━━ Information supplied

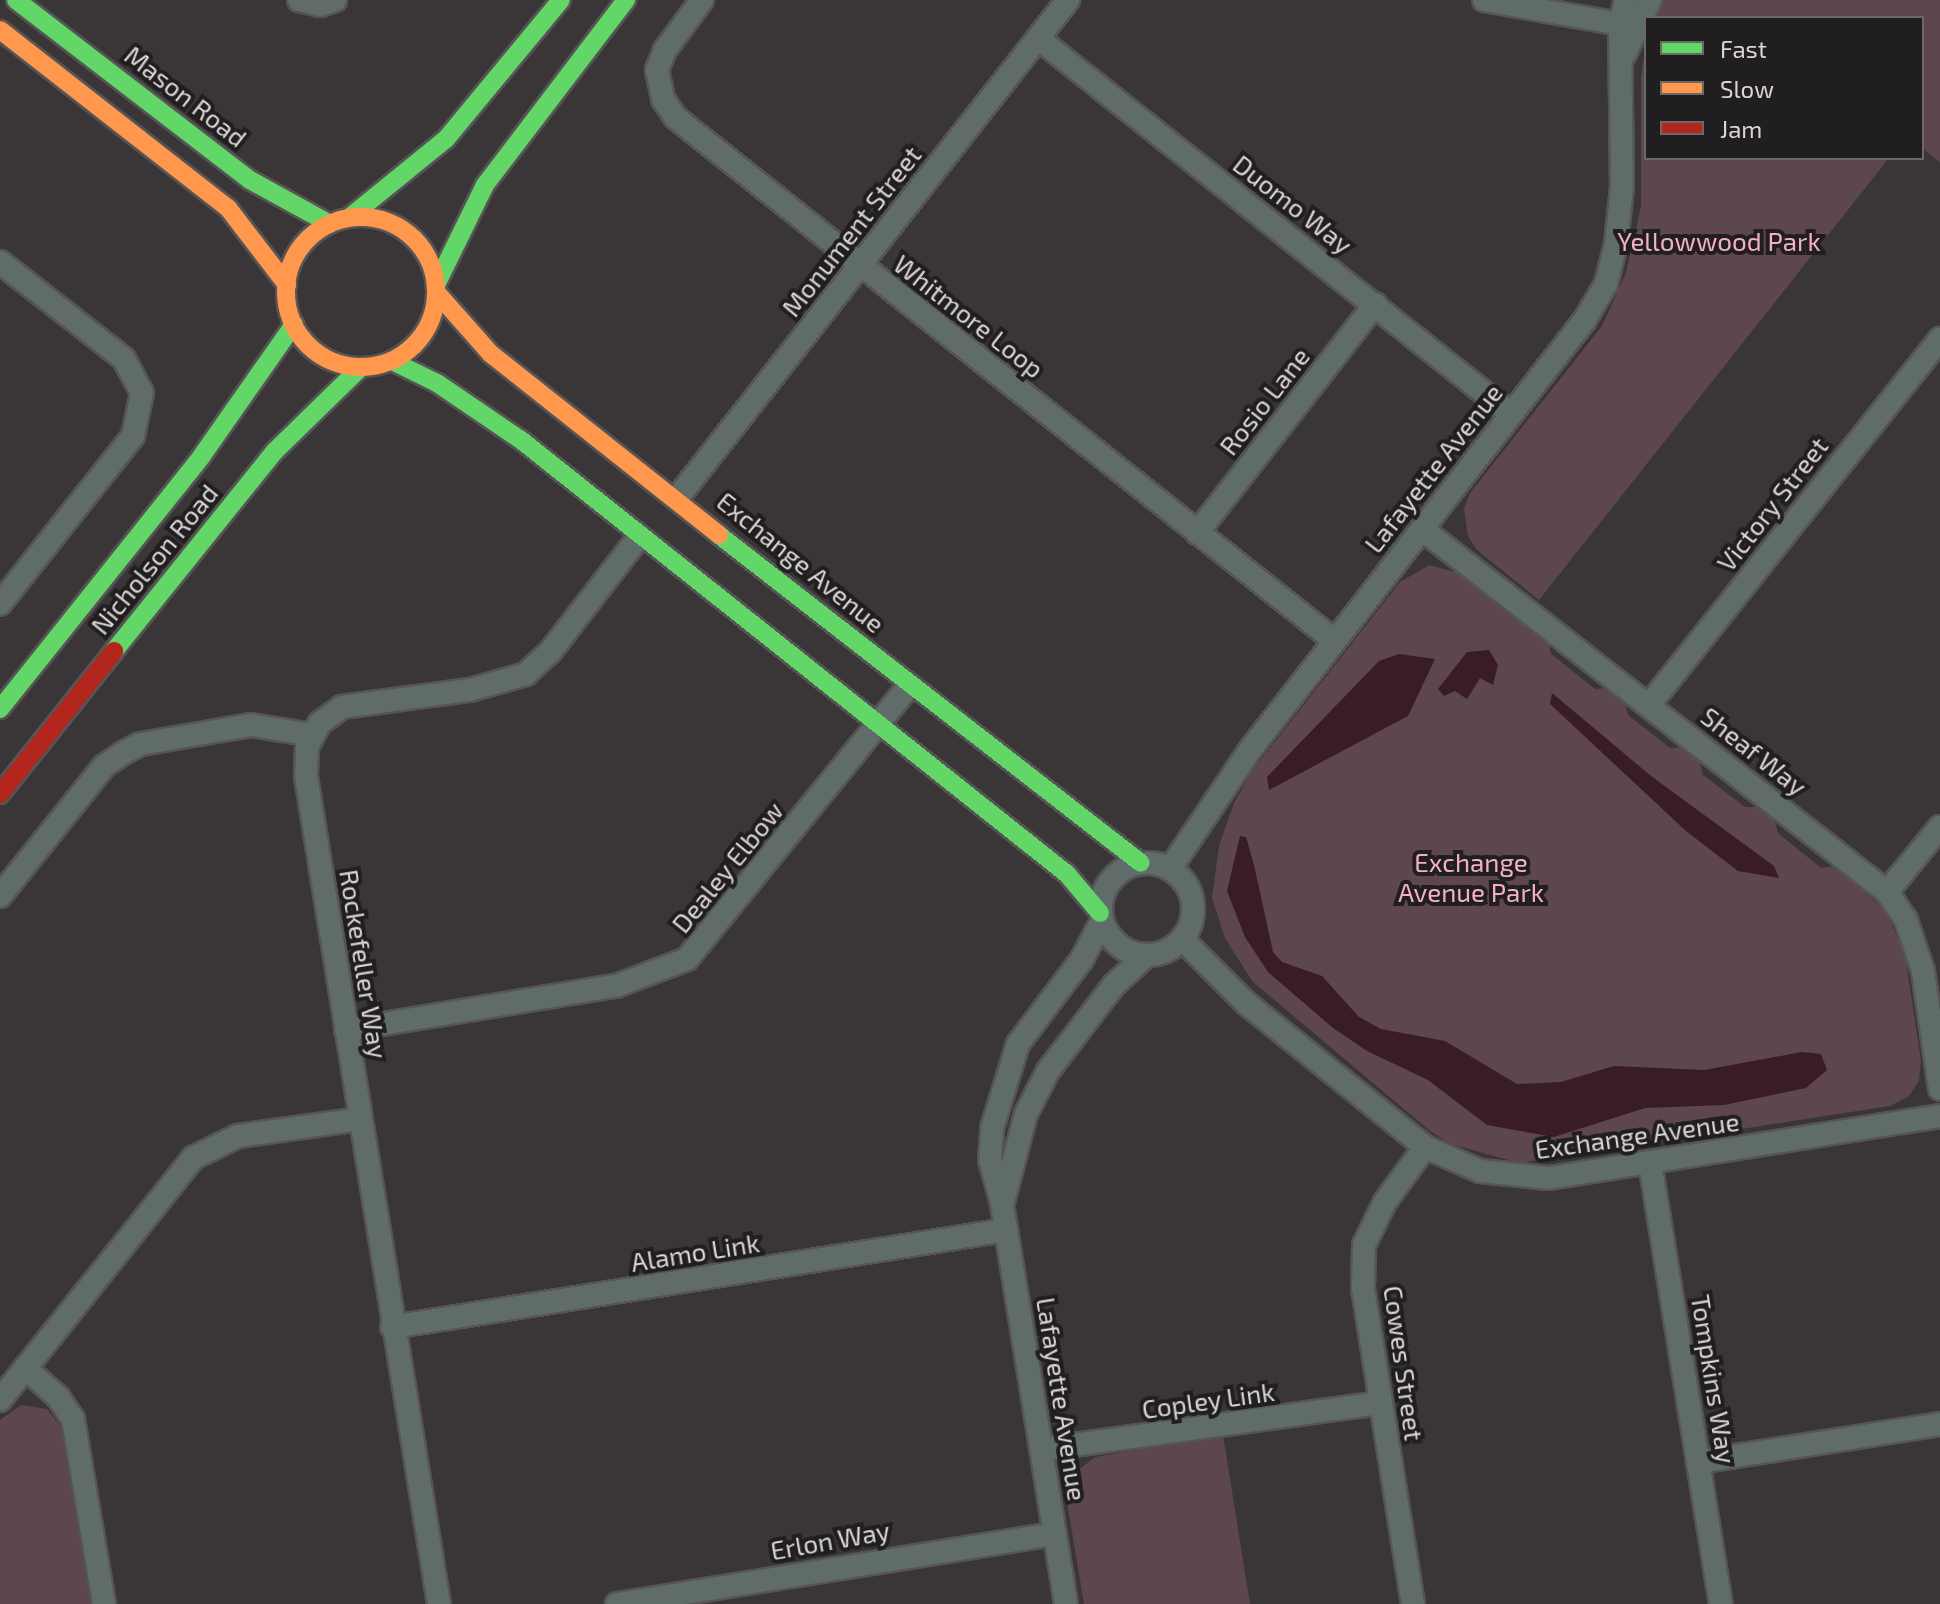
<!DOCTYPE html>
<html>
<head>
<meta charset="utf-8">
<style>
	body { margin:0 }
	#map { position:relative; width:1940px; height:1604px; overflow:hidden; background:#3a3638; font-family:"Exo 2",sans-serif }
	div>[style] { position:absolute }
	.green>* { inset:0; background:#5e464d }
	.water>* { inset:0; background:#391c26 }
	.roads { filter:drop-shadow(2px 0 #565455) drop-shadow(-2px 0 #565455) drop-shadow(0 2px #565455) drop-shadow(0 -2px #565455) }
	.street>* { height:22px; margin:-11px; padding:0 11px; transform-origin:11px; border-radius:11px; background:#5f6c6a }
	.street>.ring { margin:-11px; padding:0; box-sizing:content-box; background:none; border:22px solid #5f6c6a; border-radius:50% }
	.fast>* { height:18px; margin:-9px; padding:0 9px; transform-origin:9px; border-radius:9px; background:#63d668 }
	.slow>* { height:18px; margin:-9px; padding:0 9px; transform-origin:9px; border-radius:9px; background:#ff974d }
	.slow>.ring { margin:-9px; padding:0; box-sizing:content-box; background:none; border:18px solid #ff974d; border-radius:50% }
	.jam>* { height:18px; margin:-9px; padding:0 9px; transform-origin:9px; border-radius:9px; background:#b3261e }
	span { translate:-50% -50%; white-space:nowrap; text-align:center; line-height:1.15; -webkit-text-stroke:8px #201e1e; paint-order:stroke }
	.street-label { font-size:26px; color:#dad6d7 }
	.park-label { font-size:26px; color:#f3afc4 }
	.legend { position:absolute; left:1644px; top:16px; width:280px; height:144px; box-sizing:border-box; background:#201e1e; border:2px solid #6a6868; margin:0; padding:10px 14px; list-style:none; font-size:24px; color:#dad6d7 }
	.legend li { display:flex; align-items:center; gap:16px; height:40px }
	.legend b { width:40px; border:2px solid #6a6868 }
</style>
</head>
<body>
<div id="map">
	<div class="green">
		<div style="clip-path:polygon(1658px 0,1940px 0,1940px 162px,1922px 148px,1922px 18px,1652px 18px)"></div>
		<div style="clip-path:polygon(1646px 41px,1646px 158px,1889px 158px,1539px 600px,1477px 550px,1468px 536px,1464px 508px,1470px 493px,1602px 326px,1626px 273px,1641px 206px,1641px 78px)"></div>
		<div style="clip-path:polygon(1430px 565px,1468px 576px,1548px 640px,1551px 654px,1595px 689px,1609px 688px,1625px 701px,1628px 715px,1670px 748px,1684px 747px,1699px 760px,1703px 775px,1745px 807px,1760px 807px,1774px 818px,1778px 833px,1821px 868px,1835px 866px,1885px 910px,1905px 954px,1921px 1061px,1919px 1081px,1909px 1096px,1890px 1106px,1519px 1163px,1451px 1144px,1430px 1131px,1252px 981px,1225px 938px,1212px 898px,1219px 846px,1234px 803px,1252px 771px,1400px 582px)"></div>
		<div style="clip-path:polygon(21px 1405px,47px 1409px,62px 1428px,91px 1604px,0 1604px,0 1420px)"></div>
		<div style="clip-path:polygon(1223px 1435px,1250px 1604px,1084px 1604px,1067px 1502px,1077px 1471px,1095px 1457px)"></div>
	</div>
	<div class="water">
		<div style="clip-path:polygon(1489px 650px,1498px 665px,1493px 685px,1480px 678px,1467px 699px,1455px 691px,1444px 696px,1438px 689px,1467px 652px)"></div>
		<div style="clip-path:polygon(1399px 654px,1435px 659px,1408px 716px,1269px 790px,1267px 777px,1379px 661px)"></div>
		<div style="clip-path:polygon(1552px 693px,1651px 776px,1774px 866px,1779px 878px,1738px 871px,1686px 831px,1550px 704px)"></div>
		<div style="clip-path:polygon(1240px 836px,1246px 837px,1254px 865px,1273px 952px,1282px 962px,1322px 976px,1359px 1017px,1381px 1029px,1445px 1041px,1517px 1084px,1561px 1082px,1614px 1066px,1704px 1070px,1802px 1052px,1821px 1054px,1827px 1070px,1806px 1088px,1724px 1105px,1645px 1108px,1554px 1137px,1487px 1125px,1428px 1080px,1367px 1051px,1333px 1028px,1268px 972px,1245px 937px,1227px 891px)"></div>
	</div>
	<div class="roads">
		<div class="street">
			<div style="left:299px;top:0;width:22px;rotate:13deg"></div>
			<div style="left:320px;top:5px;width:16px;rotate:-18deg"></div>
			<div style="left:702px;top:0;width:62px;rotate:126.5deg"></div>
			<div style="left:665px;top:50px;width:22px;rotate:112deg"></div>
			<div style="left:657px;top:70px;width:30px;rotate:78deg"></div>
			<div style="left:663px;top:99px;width:23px;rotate:56deg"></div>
			<div style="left:676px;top:118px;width:841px;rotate:38.44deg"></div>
			<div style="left:1484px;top:0;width:138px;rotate:10deg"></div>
			<div style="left:1039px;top:39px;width:603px;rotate:38.47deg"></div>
			<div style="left:1625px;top:54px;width:60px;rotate:-65.2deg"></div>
			<div style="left:0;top:262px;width:157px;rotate:38deg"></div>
			<div style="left:124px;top:359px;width:38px;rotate:62deg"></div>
			<div style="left:142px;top:393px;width:44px;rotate:101.8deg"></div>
			<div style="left:133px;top:436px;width:214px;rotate:128.4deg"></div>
			<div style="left:678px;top:497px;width:632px;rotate:-51.88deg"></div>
			<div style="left:1422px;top:529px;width:590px;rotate:37.98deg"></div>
			<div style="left:1887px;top:892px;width:34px;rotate:56deg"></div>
			<div style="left:1906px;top:920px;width:54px;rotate:71.6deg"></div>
			<div style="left:1923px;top:971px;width:119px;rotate:81.8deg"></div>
			<div style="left:1197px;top:533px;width:290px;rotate:-52.1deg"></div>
			<div style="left:1649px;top:705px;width:468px;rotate:-51.5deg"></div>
			<div class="ring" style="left:1101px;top:863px;width:70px;height:70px"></div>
			<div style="left:1170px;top:869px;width:143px;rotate:-56.1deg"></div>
			<div style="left:1250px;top:750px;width:544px;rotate:-52.1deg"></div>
			<div style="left:1584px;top:321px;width:43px;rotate:-59.3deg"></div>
			<div style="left:1606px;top:284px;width:41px;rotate:-76deg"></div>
			<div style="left:1616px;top:244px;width:57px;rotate:-84deg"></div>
			<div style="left:1622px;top:187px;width:163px;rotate:-90.7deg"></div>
			<div style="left:1620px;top:24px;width:25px;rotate:-76deg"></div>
			<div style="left:1887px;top:892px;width:84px;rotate:-50.8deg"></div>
			<div style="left:0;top:896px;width:166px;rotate:-51.3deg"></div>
			<div style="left:104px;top:766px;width:23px;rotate:-34deg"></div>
			<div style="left:123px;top:753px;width:20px;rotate:-27deg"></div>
			<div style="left:141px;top:744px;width:112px;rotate:-9.8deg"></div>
			<div style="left:251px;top:725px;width:62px;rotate:9.3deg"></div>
			<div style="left:1182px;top:939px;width:91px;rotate:45deg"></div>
			<div style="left:1246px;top:1003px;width:230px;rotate:38.8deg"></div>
			<div style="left:1425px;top:1147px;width:60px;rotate:23.6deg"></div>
			<div style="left:1480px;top:1171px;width:69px;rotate:5.8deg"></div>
			<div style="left:1549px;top:1178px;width:396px;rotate:-9deg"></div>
			<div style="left:346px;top:1030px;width:274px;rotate:-9.3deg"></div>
			<div style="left:616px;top:986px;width:76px;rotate:-20.8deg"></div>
			<div style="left:687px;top:959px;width:352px;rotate:-50.9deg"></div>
			<div style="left:1650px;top:1162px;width:448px;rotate:80.9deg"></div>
			<div style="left:1003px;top:1202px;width:91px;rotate:-75.4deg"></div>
			<div style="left:1026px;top:1114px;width:48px;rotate:-62.9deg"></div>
			<div style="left:1048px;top:1071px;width:108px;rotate:-52.5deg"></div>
			<div style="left:1114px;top:985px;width:45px;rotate:-42.3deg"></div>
			<div style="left:392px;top:1327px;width:622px;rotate:-8.98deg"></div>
			<div style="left:25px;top:1368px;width:44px;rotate:41.3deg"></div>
			<div style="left:58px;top:1397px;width:27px;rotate:56deg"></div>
			<div style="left:73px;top:1419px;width:188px;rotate:80.5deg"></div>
			<div style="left:0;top:1400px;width:310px;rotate:-51.4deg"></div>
			<div style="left:193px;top:1158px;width:50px;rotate:-26.1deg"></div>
			<div style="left:238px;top:1136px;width:123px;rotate:-7.9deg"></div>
			<div style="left:1044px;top:1449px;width:338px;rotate:-7.8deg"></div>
			<div style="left:1698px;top:1462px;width:245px;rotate:-8.9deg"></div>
			<div style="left:439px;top:1604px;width:839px;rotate:-99.13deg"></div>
			<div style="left:306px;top:776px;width:29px;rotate:-88deg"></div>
			<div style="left:307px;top:747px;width:27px;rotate:-62deg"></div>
			<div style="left:320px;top:723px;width:27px;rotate:-36deg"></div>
			<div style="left:342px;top:707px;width:129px;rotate:-7.6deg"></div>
			<div style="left:470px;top:690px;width:58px;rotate:-15.9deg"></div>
			<div style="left:526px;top:674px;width:33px;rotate:-43deg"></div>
			<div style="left:550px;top:652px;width:144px;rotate:-52.3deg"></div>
			<div style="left:617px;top:1604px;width:443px;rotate:-9.1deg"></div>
			<div style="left:1066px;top:1604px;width:406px;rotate:-99.1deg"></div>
			<div style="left:1002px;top:1203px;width:45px;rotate:-105.6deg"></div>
			<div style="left:990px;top:1160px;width:32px;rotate:-86deg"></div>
			<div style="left:992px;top:1128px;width:88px;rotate:-72.8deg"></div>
			<div style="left:1018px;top:1044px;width:106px;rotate:-53deg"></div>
			<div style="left:1082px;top:959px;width:43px;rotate:-62.2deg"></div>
			<div style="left:1413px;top:1604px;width:319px;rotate:-99deg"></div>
			<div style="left:1363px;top:1289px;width:44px;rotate:-88.7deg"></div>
			<div style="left:1364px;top:1245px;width:48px;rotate:-64deg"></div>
			<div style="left:1385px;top:1202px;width:68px;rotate:-54deg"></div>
		</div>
		<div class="fast">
			<div style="left:16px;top:0;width:295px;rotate:37.6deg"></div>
			<div style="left:250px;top:180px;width:91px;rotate:28.8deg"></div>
			<div style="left:350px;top:217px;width:124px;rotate:-39.1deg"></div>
			<div style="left:446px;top:139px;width:180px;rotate:-50.4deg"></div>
			<div style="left:436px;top:285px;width:111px;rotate:-63.9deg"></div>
			<div style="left:485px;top:185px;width:233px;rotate:-52.7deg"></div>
			<div style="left:392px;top:361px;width:50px;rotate:26.1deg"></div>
			<div style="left:437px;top:383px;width:102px;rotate:34.2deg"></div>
			<div style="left:521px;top:440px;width:697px;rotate:38.48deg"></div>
			<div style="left:1067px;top:874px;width:51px;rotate:49.8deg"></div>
			<div style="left:719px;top:535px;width:534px;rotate:37.86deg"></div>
			<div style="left:114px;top:651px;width:255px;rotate:-51.2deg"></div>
			<div style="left:274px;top:452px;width:122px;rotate:-44.3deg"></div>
			<div style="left:0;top:709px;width:322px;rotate:-51.4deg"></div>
			<div style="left:201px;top:457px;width:162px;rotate:-55deg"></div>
		</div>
		<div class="slow">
			<div style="left:0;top:30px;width:289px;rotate:38deg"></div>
			<div style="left:228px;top:208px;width:97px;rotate:52.5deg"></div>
			<div class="ring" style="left:286px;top:217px;width:132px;height:132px"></div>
			<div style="left:437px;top:293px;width:81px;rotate:48.5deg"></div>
			<div style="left:491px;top:354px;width:291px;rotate:38.4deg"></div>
		</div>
		<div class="jam">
			<div style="left:0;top:794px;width:183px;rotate:-51.4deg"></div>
		</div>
	</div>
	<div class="street-label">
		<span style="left:186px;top:96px;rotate:38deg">Mason Road</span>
		<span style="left:1293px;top:204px;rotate:38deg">Duomo Way</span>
		<span style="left:851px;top:231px;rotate:-52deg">Monument Street</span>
		<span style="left:969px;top:316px;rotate:38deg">Whitmore Loop</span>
		<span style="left:1264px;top:401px;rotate:-52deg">Rosio Lane</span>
		<span style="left:1433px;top:468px;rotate:-52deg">Lafayette Avenue</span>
		<span style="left:1772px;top:504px;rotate:-52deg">Victory Street</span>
		<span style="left:154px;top:559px;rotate:-51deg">Nicholson Road</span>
		<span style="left:801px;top:562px;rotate:39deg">Exchange Avenue</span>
		<span style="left:1754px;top:751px;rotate:38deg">Sheaf Way</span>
		<span style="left:727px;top:867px;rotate:-51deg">Dealey Elbow</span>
		<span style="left:364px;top:964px;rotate:81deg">Rockefeller Way</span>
		<span style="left:1637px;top:1135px;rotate:-8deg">Exchange Avenue</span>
		<span style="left:695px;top:1252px;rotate:-9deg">Alamo Link</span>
		<span style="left:1404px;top:1363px;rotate:82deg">Cowes Street</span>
		<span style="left:1714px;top:1379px;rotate:81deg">Tompkins Way</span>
		<span style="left:1062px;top:1399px;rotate:81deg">Lafayette Avenue</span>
		<span style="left:1208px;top:1400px;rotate:-8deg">Copley Link</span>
		<span style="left:830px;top:1540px;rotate:-10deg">Erlon Way</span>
	</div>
	<div class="park-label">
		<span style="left:1719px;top:241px">Yellowwood Park</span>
		<span style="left:1471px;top:877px">Exchange<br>Avenue Park</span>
	</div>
	<ul class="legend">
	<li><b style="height:10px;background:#63d668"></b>Fast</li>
	<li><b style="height:10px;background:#ff974d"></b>Slow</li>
	<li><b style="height:10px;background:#b3261e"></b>Jam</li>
	</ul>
</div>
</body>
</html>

━━━━

Exercise objective:
Produce the lines from the first line of the entries through the line that contains "translate:-50% -50%; white-space:nowrap;", exactly, leaving the pictures behind.

Task output:
<!DOCTYPE html>
<html>
<head>
<meta charset="utf-8">
<style>
	body { margin:0 }
	#map { position:relative; width:1940px; height:1604px; overflow:hidden; background:#3a3638; font-family:"Exo 2",sans-serif }
	div>[style] { position:absolute }
	.green>* { inset:0; background:#5e464d }
	.water>* { inset:0; background:#391c26 }
	.roads { filter:drop-shadow(2px 0 #565455) drop-shadow(-2px 0 #565455) drop-shadow(0 2px #565455) drop-shadow(0 -2px #565455) }
	.street>* { height:22px; margin:-11px; padding:0 11px; transform-origin:11px; border-radius:11px; background:#5f6c6a }
	.street>.ring { margin:-11px; padding:0; box-sizing:content-box; background:none; border:22px solid #5f6c6a; border-radius:50% }
	.fast>* { height:18px; margin:-9px; padding:0 9px; transform-origin:9px; border-radius:9px; background:#63d668 }
	.slow>* { height:18px; margin:-9px; padding:0 9px; transform-origin:9px; border-radius:9px; background:#ff974d }
	.slow>.ring { margin:-9px; padding:0; box-sizing:content-box; background:none; border:18px solid #ff974d; border-radius:50% }
	.jam>* { height:18px; margin:-9px; padding:0 9px; transform-origin:9px; border-radius:9px; background:#b3261e }
	span { translate:-50% -50%; white-space:nowrap; text-align:center; line-height:1.15; -webkit-text-stroke:8px #201e1e; paint-order:stroke }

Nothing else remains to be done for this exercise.